The G1 has a touch screen like the iPhone but doesn’t have some of the cool tapping features. Also, I don’t find the screen as responsive as the iPhone but I guess that can be fixed in the OS. The big plus is the G1 keyboard, which is very usable and sturdy (I’m not usually a fan of moving parts on a phone). The G1 interface is easy on the eye but needs the attention of a few UI folks to iron out some of the windozie-behaviour such as the “are you sure” dialogs. I would like to see a more finger-orientated interface. If you want to type you must flip out the keyboard, this can get a bit annoying when typing quick messages or names.
What was startling about the G1 was the complete lack of consideration for entertainment. The iPhone is designed around the very successful iPod, which makes the phone very appealing to a wide audience. I would think this is something to replicate, but the G1 offers a weak story here. There is an MP3 player but no support for video except YouTube, but most troubling is the lack of headphone jack. The do provide a pair of mini-USB headphones, but that ain’t a lot of use to the rest of the world.
Where the G1 excels is in the apps department. The integration with Google Apps means its very easy to work with email and calendar. At MuleSource we use Google apps for our internal mail and calendaring but with the iPhone I had to mess around with 3rd party calendar-sync tools all the time. It was pretty frustrating. With the G1 I see exactly what I would see on-line, no more dropped appointments or duplicates. The Gmail application is great because I can label and archive messages as I would in Gmail. My only complaint here is that the Gmail shortcut keys don’t work on the G1.
My gripe with the iPhone has always been that the phone itself sucks. This is something that the G1 has mastered, calls are clear and accessing the dialer is easy.

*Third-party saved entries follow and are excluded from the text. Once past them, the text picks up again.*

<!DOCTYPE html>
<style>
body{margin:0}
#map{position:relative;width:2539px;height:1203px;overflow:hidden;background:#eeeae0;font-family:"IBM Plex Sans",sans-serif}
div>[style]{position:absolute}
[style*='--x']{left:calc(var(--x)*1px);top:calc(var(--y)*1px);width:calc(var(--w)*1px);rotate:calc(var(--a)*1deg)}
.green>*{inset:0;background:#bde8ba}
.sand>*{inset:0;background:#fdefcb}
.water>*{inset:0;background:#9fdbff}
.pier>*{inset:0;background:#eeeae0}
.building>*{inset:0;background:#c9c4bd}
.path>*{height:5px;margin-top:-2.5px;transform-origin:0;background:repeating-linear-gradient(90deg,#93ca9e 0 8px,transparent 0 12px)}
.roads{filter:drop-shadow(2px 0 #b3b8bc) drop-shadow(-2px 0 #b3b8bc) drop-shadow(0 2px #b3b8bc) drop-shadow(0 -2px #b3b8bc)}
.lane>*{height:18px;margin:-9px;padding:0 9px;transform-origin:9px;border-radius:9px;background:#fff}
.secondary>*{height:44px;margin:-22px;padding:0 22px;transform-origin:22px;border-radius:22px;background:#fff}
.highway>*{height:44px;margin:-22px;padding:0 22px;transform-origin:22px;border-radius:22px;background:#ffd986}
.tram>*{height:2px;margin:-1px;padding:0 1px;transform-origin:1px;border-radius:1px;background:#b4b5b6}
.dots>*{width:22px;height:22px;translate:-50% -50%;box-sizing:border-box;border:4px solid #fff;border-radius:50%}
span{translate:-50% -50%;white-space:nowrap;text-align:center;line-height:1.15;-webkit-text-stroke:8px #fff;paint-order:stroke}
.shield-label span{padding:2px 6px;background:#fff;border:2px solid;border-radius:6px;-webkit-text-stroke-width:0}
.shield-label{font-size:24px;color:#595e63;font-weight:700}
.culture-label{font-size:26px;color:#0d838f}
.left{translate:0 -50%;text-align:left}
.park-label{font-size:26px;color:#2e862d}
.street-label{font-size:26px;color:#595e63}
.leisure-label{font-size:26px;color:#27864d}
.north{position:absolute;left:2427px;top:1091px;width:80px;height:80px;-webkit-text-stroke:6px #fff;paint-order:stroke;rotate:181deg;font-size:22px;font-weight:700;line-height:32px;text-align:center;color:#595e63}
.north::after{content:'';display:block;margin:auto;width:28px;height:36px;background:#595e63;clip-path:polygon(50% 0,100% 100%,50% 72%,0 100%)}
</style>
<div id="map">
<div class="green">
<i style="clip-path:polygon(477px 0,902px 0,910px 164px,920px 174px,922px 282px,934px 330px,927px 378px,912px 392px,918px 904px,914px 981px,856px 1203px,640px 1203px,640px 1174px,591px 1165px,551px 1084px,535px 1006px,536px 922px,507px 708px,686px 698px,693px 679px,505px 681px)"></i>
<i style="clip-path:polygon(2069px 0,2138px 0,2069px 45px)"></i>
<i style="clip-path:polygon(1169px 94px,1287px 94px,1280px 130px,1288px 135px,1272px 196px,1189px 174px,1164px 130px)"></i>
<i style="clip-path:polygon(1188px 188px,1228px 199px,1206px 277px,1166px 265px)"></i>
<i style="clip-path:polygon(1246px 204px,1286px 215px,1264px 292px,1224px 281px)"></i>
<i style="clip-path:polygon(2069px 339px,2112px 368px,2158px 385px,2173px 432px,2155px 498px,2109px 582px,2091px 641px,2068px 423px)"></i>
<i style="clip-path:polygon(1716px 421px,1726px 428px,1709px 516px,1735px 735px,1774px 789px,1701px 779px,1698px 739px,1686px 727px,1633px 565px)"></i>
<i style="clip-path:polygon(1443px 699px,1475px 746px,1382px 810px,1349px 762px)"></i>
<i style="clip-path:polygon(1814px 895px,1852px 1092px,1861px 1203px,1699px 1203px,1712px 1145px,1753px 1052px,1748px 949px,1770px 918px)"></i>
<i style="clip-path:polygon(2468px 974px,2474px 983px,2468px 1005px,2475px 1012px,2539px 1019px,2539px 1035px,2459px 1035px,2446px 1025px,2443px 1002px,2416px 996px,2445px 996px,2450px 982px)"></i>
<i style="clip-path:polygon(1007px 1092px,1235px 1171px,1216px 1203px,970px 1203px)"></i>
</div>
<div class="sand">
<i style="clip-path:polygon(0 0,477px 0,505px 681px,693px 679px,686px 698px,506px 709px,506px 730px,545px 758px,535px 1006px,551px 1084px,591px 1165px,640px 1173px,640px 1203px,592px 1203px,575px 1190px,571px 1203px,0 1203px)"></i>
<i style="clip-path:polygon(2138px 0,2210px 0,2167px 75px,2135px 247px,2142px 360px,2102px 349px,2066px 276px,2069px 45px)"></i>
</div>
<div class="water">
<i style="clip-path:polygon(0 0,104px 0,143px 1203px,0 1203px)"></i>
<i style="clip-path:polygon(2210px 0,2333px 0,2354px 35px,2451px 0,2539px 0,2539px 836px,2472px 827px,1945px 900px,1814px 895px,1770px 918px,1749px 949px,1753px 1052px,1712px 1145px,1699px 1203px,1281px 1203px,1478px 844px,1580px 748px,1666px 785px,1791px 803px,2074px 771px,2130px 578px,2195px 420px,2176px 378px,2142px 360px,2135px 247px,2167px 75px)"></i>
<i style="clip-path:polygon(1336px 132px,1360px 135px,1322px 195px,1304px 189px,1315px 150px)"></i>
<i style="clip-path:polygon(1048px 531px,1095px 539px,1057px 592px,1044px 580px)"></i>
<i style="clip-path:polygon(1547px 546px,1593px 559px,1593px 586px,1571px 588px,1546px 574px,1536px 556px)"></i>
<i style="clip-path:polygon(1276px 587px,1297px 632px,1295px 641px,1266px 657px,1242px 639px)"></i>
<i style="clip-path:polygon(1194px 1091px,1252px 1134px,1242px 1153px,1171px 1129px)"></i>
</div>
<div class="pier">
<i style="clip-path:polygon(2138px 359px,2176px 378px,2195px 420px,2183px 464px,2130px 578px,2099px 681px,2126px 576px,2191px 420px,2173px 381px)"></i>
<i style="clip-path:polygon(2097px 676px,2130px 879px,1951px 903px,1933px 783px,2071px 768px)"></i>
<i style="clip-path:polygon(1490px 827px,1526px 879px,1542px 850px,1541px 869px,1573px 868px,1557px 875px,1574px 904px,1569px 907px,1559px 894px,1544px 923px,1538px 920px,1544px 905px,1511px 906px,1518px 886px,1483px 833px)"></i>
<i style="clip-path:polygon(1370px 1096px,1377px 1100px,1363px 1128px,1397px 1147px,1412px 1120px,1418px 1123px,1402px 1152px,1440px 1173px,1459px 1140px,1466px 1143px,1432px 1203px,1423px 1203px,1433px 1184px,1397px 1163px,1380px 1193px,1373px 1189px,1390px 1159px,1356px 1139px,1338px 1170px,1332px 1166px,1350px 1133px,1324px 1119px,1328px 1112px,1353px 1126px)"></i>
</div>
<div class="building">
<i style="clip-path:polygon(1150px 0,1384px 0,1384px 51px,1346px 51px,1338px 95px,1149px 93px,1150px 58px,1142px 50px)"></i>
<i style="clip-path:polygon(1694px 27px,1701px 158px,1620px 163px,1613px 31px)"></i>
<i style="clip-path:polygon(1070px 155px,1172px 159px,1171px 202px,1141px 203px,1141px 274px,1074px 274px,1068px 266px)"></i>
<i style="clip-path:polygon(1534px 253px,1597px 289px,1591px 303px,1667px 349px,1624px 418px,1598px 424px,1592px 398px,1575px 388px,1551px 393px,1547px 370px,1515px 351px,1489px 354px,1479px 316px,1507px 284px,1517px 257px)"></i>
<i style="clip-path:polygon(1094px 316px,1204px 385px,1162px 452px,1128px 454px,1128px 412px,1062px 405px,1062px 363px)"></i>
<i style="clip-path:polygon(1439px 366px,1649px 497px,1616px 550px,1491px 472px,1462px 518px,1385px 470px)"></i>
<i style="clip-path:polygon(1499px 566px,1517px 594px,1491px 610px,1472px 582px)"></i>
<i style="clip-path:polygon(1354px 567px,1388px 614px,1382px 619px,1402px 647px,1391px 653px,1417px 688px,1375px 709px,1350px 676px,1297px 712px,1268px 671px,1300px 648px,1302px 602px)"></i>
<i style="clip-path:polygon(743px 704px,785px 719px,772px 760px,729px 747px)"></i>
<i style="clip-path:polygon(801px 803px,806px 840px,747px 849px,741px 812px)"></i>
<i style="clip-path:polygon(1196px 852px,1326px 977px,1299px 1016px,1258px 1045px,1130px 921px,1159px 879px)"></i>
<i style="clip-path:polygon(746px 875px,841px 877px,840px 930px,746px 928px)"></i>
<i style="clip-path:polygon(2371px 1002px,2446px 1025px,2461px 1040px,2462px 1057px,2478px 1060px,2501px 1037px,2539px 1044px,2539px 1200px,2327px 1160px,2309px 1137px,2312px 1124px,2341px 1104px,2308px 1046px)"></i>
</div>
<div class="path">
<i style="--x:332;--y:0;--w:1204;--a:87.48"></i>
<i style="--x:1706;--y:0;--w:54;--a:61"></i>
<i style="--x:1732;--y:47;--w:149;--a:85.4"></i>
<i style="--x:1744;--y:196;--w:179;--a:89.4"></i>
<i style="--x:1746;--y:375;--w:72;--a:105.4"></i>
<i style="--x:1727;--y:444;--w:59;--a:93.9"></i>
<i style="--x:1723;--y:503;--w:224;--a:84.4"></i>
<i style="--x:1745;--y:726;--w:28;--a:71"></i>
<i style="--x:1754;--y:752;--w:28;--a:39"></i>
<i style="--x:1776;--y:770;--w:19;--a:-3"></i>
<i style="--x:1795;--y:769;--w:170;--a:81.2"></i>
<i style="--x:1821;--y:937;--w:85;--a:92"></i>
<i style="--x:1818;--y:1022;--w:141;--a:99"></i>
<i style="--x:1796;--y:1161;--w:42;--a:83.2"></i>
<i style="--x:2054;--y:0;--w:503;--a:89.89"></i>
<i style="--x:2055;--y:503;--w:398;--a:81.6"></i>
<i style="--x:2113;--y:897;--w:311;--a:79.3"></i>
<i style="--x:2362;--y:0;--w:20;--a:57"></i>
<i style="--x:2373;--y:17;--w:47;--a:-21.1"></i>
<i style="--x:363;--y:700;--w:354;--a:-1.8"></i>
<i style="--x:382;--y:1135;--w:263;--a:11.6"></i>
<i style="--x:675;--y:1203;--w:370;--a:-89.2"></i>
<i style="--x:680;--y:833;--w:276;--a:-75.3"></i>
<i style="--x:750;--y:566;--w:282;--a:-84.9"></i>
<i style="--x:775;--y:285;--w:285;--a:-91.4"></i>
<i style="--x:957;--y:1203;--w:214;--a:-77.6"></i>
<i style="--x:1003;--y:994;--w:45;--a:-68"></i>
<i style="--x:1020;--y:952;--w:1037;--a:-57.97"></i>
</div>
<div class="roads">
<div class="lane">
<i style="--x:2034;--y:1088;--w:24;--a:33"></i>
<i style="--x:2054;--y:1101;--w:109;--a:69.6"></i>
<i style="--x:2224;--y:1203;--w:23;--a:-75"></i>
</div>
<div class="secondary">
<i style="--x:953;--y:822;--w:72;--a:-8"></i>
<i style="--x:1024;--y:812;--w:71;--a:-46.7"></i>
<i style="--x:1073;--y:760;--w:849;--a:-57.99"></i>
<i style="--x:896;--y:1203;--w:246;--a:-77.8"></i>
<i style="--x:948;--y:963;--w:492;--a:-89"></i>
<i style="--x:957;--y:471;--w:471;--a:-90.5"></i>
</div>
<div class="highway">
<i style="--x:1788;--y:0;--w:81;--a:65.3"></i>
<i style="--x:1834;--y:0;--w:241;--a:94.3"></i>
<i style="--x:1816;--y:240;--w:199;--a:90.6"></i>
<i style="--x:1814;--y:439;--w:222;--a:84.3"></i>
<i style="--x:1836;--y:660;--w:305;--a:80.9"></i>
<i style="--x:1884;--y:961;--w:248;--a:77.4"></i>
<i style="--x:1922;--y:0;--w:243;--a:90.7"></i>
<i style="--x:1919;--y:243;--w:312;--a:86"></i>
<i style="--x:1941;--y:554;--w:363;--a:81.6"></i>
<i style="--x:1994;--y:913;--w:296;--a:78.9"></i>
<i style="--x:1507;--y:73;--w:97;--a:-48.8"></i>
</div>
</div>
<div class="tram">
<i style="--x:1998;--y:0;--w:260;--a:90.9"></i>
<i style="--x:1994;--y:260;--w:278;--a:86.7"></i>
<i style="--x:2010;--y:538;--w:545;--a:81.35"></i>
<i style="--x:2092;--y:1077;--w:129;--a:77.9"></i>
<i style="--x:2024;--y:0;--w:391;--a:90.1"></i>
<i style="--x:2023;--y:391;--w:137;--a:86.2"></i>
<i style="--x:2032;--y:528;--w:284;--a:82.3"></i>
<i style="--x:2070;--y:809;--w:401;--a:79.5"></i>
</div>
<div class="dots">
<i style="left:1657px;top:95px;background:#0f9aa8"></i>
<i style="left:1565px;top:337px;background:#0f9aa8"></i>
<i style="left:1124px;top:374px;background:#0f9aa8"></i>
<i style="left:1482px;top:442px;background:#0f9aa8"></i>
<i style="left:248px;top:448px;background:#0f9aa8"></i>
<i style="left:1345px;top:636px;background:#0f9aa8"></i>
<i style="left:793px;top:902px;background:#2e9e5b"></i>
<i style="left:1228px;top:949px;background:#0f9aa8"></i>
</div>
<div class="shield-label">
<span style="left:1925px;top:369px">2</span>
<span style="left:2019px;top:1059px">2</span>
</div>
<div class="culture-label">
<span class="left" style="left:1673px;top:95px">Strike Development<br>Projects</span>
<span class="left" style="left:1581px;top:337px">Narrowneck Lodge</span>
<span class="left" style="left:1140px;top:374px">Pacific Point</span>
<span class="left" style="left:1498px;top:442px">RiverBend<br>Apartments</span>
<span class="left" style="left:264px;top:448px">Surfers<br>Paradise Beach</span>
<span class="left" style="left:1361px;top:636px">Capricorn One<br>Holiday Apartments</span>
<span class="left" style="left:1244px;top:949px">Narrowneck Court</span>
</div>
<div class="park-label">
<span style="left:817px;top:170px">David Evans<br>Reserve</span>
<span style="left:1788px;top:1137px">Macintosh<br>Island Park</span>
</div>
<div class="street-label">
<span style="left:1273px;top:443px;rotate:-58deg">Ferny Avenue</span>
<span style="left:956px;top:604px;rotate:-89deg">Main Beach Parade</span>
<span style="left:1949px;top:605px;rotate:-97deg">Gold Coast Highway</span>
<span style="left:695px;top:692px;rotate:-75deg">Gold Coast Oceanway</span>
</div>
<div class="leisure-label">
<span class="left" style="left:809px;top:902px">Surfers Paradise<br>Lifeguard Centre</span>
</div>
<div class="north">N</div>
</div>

The reason I got the G1 phone wasn’t for the phone itself but for the Android platform. Being an open platform, I think we’ll see far greater collaboration between vendors and users on Android. I already find the applications on Android more innovative than the iPhone and believe the community around Android will increase the lead. The iPhone is an iPod with some bells and whistles, which makes it by far the best entertainment device out there. I’d like to see Android close the gap on the iPhone by acknowledging that a phone needs to be an entertainment device as much as a productivity tool.